Harvesting rice in Mongla in the Southwest of Bangladesh

Environmental situation Natural resources under threat by economic growth and climate change

The environment in Bangladesh is being progressively degraded, mostly as a result of climate change, a high population density and poverty.

Soil erosion and deforestation are destroying forests, wetlands and farmland. The rise in industrial production is also taking its toll on the environment – for instance because untreated wastewater is being dumped into the country's rivers. In addition, a proportion of the country's drinking water is contaminated by natural deposits of arsenic. Drinking the contaminated water over long periods of time can cause serious illnesses.


Although agriculture in Bangladesh contributes only about twelve per cent of the country's value creation, some 38 per cent of the working population is employed in the agricultural sector. Rice is the most important crop. The fertile lowlands are regularly flooded, so that several harvests a year can be produced. Bangladesh is the world’s third biggest producer of rice after China and India, producing 35.65 million tons of rice.

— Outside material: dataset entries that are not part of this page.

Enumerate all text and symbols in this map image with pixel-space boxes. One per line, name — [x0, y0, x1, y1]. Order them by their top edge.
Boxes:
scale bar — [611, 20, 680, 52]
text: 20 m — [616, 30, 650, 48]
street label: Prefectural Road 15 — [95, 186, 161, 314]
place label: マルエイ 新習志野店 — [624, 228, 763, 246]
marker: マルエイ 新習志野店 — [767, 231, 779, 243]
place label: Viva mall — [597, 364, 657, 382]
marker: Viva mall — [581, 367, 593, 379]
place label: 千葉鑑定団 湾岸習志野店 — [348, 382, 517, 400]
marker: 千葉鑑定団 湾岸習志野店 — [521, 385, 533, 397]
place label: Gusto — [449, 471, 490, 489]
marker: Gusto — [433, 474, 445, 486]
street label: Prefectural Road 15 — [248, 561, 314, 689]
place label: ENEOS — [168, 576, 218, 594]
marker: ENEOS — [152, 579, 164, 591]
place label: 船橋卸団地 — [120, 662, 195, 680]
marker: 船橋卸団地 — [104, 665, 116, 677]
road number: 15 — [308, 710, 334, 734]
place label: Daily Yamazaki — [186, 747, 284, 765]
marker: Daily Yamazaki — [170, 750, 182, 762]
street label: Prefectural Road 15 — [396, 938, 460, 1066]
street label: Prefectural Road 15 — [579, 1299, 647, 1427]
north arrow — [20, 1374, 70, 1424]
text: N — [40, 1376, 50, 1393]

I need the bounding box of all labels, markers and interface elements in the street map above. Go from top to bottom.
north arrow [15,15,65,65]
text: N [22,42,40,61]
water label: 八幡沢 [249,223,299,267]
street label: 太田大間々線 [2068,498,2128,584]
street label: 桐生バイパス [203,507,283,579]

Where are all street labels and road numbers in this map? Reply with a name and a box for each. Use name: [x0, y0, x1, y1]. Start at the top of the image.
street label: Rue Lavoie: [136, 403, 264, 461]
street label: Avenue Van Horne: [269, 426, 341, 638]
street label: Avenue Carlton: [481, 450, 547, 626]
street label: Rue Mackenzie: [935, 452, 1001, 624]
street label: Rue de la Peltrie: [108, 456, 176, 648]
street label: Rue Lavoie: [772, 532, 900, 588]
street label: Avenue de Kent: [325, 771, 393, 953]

So far, food production has kept pace with population growth, however Russia’s war of aggression on Ukraine has driven up the price of imported food dramatically. The government is trying to respond with subsidies. The country’s unstable climatic conditions further increase the risk of food crises. Floods are becoming more severe, with the result that harvests are being wiped out and improvements to infrastructure are being washed away. Experts reckon that climate change is likely to exacerbate these problems even further in the future, and that agricultural production will decline as a result.